== Segment start ==

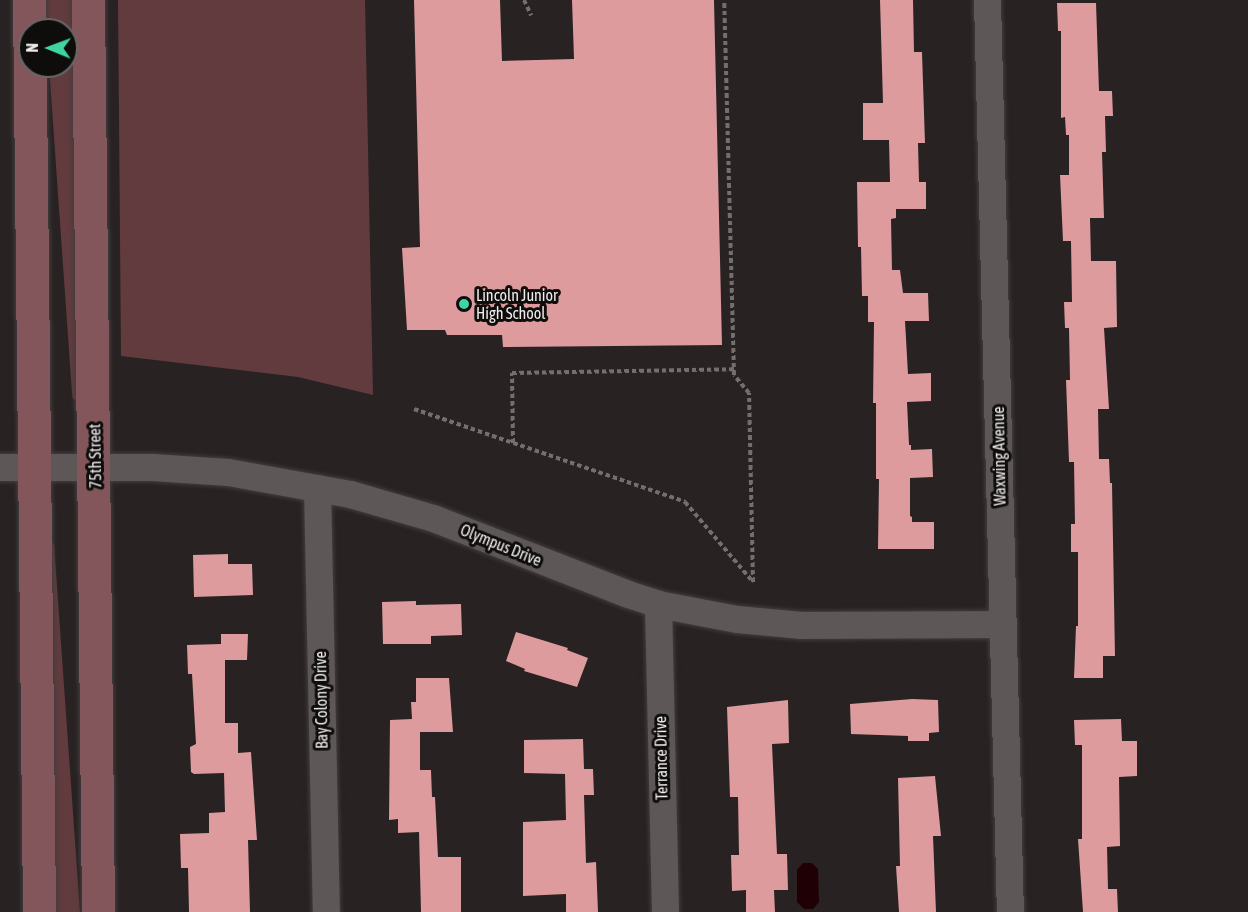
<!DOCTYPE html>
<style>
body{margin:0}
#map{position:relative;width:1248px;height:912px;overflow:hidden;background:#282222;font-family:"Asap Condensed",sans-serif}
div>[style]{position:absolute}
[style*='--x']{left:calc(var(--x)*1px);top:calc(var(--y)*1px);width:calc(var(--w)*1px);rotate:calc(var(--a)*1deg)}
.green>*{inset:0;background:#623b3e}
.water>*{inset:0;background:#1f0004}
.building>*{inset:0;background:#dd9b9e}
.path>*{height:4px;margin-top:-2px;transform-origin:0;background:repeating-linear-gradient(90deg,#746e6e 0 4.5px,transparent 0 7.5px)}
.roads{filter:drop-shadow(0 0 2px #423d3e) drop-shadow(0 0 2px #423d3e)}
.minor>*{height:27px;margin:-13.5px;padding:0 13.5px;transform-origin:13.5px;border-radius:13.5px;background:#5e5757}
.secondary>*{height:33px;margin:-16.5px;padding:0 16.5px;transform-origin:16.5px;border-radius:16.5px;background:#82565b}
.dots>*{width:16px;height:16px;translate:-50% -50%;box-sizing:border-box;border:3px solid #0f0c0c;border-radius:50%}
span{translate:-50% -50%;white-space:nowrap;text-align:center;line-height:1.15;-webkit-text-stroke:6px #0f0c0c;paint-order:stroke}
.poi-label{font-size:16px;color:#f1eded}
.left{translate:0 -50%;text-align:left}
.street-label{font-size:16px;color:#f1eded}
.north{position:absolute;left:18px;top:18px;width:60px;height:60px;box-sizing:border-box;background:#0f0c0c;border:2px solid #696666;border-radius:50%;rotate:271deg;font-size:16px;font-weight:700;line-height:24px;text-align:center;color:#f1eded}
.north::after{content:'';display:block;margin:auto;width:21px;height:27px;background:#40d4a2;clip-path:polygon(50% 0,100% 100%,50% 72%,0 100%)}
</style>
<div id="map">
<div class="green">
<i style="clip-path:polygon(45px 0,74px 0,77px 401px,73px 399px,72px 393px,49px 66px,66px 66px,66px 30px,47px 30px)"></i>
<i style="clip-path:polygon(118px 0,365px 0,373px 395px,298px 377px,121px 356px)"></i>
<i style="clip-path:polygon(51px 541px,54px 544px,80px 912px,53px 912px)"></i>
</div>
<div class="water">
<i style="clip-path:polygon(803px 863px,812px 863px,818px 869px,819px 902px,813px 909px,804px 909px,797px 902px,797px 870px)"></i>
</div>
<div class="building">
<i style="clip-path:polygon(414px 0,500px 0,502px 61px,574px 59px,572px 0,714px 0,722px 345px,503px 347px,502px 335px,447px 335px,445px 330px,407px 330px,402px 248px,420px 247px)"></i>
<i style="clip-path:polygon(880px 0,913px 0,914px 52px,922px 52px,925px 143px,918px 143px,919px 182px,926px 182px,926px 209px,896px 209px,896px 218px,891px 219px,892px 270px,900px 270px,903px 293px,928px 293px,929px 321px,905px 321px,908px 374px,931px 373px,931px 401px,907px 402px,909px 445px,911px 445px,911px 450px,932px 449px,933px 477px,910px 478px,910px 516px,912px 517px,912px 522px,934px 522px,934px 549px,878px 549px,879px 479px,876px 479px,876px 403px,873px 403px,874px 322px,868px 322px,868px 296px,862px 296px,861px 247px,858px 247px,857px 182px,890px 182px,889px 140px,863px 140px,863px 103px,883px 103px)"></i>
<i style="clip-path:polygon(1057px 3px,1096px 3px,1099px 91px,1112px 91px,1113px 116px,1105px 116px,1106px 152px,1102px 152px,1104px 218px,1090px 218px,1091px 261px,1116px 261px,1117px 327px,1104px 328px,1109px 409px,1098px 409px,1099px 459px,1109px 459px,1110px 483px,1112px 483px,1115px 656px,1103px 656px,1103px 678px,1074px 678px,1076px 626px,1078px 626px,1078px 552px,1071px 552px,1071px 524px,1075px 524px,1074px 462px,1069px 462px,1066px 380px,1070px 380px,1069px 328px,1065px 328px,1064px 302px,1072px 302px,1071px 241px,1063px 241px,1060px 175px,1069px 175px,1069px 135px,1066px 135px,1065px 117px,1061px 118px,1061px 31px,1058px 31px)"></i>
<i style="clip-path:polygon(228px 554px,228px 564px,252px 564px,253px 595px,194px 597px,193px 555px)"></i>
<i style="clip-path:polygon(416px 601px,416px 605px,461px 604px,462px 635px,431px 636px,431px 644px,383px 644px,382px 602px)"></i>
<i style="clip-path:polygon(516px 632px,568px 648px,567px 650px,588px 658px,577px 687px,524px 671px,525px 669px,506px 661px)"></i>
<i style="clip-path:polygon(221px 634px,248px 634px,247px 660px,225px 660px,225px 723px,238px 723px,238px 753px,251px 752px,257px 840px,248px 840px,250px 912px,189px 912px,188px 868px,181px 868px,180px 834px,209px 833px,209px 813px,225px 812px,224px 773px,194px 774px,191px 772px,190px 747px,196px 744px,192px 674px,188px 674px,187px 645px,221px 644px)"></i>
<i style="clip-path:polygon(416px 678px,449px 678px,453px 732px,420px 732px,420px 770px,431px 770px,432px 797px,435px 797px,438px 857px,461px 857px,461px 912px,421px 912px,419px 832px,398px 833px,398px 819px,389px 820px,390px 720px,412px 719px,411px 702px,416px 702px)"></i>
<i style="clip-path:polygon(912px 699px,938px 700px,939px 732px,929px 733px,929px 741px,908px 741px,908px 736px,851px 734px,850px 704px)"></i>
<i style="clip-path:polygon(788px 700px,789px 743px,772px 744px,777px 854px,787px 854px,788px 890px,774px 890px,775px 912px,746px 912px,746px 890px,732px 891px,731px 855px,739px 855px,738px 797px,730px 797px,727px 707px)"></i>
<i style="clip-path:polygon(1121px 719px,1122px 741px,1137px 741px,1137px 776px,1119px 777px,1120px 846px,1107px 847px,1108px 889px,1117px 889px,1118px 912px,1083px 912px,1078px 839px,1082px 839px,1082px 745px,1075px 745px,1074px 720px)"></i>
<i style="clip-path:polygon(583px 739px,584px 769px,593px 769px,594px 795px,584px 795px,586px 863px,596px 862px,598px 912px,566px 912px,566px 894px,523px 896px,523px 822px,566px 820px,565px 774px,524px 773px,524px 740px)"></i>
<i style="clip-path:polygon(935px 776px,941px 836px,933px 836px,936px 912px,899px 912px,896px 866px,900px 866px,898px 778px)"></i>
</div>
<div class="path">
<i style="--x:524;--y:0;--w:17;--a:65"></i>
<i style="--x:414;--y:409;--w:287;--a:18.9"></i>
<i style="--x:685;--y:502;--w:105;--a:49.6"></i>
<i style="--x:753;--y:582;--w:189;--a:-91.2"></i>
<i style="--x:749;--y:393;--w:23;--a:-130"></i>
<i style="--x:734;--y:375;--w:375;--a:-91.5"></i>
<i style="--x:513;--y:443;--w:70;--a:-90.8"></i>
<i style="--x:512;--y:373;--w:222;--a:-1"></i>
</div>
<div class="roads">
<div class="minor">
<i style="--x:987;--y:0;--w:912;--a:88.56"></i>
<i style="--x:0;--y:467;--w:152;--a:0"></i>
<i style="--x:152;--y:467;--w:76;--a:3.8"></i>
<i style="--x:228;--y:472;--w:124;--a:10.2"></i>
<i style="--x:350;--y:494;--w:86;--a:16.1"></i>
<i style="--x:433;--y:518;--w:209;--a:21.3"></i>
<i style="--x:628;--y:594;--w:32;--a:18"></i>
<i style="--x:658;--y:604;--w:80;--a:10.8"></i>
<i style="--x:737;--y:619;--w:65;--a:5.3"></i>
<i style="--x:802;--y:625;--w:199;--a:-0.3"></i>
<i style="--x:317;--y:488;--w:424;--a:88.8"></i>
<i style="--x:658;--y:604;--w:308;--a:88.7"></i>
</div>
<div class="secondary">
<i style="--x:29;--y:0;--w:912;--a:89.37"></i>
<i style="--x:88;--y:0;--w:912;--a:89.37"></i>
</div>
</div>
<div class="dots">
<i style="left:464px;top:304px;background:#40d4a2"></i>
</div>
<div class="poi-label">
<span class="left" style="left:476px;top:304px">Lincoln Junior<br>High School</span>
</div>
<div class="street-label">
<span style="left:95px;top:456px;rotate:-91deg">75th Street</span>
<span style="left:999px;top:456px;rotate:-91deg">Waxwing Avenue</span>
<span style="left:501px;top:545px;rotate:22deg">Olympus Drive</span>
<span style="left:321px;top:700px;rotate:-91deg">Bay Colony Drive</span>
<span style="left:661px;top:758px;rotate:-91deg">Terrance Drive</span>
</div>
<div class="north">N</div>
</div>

== Segment end ==

**TASK STATEMENT**
Leave out any pictures, please, and quote only the lines from the top of the data through the line that contains "2px #423d3e) drop-shadow(0".

**ANSWER TO THE EXERCISE**
<!DOCTYPE html>
<style>
body{margin:0}
#map{position:relative;width:1248px;height:912px;overflow:hidden;background:#282222;font-family:"Asap Condensed",sans-serif}
div>[style]{position:absolute}
[style*='--x']{left:calc(var(--x)*1px);top:calc(var(--y)*1px);width:calc(var(--w)*1px);rotate:calc(var(--a)*1deg)}
.green>*{inset:0;background:#623b3e}
.water>*{inset:0;background:#1f0004}
.building>*{inset:0;background:#dd9b9e}
.path>*{height:4px;margin-top:-2px;transform-origin:0;background:repeating-linear-gradient(90deg,#746e6e 0 4.5px,transparent 0 7.5px)}
.roads{filter:drop-shadow(0 0 2px #423d3e) drop-shadow(0 0 2px #423d3e)}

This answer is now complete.